Pada pasien sepsis akan terjadi kekurangan cairan intravaskular relatif


sampai berat terutama pada syok septik. Pada awalnya tubuh mempertahankan
perfusi organ vital terutama otak dan ginjal dengan mengadakan vasokontriksi
pembuluh darah viseral dan mengurangi aliran darah kekulit.
2. Pemberian Antibiotika

Pada keadaan sepsis pada prinsipnya sudah berlaku pemberian antibiotika


kombinasi rasional sesuai dengan hasil kultur dan uji sensitivitas.

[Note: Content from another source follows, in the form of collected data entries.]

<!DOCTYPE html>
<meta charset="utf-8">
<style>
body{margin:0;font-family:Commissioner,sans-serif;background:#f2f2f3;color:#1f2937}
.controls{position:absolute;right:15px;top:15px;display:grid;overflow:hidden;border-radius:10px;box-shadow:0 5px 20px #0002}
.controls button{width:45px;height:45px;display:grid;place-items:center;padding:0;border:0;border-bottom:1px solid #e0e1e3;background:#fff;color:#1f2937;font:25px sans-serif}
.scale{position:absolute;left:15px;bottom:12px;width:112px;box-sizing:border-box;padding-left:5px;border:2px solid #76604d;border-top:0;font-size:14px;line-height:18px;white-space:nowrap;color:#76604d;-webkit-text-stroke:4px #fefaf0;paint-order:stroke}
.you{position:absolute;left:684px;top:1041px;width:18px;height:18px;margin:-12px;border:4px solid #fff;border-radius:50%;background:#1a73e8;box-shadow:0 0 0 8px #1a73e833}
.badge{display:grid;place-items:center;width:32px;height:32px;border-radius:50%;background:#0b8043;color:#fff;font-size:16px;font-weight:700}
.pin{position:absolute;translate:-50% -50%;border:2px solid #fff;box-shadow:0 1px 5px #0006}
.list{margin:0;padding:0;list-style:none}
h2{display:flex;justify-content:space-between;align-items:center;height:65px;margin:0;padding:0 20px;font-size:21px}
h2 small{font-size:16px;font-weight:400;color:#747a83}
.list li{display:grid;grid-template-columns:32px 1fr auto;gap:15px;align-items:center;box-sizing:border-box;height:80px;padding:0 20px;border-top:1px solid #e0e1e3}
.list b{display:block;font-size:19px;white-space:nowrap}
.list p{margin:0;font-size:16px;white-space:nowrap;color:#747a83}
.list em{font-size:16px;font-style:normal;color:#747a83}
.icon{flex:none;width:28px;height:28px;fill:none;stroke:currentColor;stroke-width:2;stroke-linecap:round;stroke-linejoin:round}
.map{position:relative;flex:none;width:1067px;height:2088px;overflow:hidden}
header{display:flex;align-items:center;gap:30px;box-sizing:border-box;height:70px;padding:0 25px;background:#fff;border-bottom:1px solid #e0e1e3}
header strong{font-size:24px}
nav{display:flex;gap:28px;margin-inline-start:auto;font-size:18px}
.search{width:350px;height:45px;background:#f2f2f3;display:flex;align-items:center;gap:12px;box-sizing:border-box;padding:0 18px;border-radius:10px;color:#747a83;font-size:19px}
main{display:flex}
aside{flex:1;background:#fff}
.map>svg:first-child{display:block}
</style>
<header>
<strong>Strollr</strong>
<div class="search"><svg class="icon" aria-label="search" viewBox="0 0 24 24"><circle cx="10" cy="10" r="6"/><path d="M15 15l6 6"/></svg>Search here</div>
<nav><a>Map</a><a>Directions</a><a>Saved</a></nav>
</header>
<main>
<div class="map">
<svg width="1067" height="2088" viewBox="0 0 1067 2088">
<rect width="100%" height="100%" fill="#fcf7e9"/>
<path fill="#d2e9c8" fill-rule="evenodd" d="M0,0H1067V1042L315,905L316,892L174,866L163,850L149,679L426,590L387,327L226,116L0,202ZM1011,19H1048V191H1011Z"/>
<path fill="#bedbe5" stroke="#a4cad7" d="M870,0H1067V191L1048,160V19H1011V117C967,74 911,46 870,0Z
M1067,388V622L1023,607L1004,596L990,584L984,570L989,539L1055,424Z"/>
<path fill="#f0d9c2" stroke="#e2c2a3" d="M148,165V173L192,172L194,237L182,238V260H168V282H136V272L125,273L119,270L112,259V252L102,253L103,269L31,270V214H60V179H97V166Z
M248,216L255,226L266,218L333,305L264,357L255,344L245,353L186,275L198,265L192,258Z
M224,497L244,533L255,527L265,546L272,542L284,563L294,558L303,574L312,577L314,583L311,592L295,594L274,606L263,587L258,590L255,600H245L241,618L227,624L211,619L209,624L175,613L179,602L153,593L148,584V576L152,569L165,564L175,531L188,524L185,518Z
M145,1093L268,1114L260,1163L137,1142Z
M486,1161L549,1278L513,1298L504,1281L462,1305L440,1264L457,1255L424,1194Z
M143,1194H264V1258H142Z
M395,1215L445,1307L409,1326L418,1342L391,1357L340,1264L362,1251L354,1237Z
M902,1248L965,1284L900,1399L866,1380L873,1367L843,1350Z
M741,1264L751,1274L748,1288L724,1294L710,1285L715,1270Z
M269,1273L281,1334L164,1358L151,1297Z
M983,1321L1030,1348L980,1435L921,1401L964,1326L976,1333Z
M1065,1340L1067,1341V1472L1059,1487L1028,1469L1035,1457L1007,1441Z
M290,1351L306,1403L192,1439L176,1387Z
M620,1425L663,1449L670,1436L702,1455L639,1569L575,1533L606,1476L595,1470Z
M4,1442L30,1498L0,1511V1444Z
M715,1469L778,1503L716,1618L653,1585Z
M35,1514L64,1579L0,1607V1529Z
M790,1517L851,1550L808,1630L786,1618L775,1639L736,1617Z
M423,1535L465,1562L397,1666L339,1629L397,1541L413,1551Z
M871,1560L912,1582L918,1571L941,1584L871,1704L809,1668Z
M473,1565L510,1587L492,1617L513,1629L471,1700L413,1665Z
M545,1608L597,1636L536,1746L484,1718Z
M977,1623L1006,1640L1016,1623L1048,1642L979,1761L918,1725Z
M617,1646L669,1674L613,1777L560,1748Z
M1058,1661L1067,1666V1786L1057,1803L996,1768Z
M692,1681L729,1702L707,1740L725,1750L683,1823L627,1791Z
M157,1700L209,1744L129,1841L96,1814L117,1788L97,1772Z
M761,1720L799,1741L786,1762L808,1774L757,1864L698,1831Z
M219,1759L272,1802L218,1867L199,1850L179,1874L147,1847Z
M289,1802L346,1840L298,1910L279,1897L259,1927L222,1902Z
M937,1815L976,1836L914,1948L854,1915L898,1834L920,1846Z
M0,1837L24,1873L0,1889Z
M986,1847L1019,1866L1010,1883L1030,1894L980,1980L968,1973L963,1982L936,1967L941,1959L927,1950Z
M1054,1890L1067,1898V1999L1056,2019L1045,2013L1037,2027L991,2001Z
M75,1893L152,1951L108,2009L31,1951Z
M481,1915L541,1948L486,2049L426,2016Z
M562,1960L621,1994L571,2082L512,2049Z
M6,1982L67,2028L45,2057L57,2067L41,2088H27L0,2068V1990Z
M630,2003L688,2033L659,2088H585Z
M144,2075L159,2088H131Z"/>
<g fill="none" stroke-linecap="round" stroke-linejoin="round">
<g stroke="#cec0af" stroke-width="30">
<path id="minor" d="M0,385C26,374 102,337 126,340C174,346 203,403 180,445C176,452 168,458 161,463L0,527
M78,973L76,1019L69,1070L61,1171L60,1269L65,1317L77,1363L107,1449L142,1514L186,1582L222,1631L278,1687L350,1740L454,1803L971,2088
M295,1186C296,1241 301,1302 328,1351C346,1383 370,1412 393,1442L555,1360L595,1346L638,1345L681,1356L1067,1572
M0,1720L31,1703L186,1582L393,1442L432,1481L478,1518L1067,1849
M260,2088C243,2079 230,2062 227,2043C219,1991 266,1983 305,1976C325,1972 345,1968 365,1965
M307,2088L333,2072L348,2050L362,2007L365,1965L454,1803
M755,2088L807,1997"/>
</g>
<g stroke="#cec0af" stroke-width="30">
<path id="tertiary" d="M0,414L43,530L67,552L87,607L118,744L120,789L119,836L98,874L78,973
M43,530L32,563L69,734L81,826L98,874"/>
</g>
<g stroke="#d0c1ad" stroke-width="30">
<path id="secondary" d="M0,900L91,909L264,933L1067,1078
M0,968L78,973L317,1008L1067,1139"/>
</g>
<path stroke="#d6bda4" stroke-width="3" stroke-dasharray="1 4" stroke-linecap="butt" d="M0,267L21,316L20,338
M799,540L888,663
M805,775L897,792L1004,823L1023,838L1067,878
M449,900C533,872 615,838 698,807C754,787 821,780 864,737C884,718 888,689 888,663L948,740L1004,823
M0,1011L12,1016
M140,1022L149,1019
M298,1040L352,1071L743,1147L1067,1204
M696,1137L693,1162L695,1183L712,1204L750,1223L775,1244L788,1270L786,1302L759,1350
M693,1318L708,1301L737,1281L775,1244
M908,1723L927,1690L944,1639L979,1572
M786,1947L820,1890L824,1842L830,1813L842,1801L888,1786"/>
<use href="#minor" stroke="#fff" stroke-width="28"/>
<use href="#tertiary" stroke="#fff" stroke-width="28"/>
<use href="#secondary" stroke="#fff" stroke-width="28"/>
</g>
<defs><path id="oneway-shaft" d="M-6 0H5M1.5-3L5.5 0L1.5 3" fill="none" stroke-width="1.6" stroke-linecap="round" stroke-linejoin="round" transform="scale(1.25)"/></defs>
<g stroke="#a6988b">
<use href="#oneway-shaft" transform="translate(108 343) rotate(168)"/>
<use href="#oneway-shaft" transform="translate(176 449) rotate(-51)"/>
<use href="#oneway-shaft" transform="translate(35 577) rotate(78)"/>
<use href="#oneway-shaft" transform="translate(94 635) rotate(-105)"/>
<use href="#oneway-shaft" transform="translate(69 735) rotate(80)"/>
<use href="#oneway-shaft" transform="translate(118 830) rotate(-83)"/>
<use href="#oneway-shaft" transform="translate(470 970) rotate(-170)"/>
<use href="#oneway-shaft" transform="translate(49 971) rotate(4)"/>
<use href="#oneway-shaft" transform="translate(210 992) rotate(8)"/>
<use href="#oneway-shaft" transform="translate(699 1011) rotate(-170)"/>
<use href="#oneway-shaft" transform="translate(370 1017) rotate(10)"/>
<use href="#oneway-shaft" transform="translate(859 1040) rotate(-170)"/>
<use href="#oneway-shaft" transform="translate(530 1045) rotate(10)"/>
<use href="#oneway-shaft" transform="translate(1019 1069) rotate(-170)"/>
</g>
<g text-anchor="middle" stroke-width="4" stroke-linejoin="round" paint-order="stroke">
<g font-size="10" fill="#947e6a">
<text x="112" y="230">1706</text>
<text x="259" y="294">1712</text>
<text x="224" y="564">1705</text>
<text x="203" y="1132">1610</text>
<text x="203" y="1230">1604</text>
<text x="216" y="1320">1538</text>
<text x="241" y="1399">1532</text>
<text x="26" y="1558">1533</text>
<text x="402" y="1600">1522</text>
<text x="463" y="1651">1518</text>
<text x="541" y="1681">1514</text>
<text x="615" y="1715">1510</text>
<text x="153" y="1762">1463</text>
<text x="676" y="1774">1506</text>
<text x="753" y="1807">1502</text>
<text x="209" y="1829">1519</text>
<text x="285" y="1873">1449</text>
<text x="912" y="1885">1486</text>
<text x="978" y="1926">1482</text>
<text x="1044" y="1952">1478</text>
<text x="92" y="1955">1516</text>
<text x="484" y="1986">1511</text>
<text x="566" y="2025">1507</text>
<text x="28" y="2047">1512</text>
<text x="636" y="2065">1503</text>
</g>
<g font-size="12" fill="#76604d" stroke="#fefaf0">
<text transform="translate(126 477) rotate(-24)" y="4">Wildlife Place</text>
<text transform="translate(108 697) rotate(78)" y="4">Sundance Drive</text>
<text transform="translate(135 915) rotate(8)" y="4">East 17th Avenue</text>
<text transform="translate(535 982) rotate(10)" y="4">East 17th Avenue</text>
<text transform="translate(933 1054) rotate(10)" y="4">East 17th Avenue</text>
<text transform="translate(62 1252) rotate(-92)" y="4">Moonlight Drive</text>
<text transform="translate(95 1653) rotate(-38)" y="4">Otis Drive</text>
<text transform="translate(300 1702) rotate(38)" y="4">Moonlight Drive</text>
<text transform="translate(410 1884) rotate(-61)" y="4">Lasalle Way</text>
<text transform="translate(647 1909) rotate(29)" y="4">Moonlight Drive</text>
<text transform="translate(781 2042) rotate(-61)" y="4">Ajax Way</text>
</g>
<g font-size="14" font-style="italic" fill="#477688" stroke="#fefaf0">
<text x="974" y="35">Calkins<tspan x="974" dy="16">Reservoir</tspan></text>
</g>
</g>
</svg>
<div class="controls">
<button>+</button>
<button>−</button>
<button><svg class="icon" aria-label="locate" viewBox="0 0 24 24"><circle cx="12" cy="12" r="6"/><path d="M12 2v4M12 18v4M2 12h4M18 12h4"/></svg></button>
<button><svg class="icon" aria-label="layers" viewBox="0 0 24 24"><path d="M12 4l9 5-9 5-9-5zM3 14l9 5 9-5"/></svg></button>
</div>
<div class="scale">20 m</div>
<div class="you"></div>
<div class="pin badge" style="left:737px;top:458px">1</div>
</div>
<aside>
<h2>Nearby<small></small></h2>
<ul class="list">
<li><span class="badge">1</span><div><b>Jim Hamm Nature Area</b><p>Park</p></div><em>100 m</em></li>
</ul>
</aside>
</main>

Sebelum
adanya hasil kultur maka pengobatan empirik dilakukan berdasarkan penyakit
dasarnya. Pemberian antibiotika secara empiris adalah Cephalosporin generasi
III atau IV karena mempunyai efek terhadap bakteri gram (+) dan gram (-).
Dan kombinasi Cephalosporin dengan betalaktam. Dalam pemberian terapi
jangan dilupakan pemberian adanya mikroorganisme lain sebagai penyebab
sepsis yaitu parasit, jamur dan virus.
3. Terapi Suportif .

Terapi suportif merupakan terapi pendukung yang penting dalam perbaikan


kondisi sepsis. Salah satunya adalah pemberian imunonutrisi kumpulan
beberapa nutrient spesifik seperti arginin, glutamin, nukleotida dan asam
lemak omega 3. Pemberian imunonutrisi ini memberikan pengaruh terhadap
parameter imunologik dan inflamasi terutama memperbaiki GALT (Gut
Associated Lymphoid Tissue).
4. Terapi Suplementasi.

Merupakan terapi spesifik pada sepsis yang sampai saat ini masih dalam
penelitian. Misalnya pemberian antibodi monoklonal sebagai antiendotoksin,
pemberian steroid, strategi anti mediator, netralisasi NO, hemofiltrasi,
fitofarmaka dan Intravenous Imunoglobulin.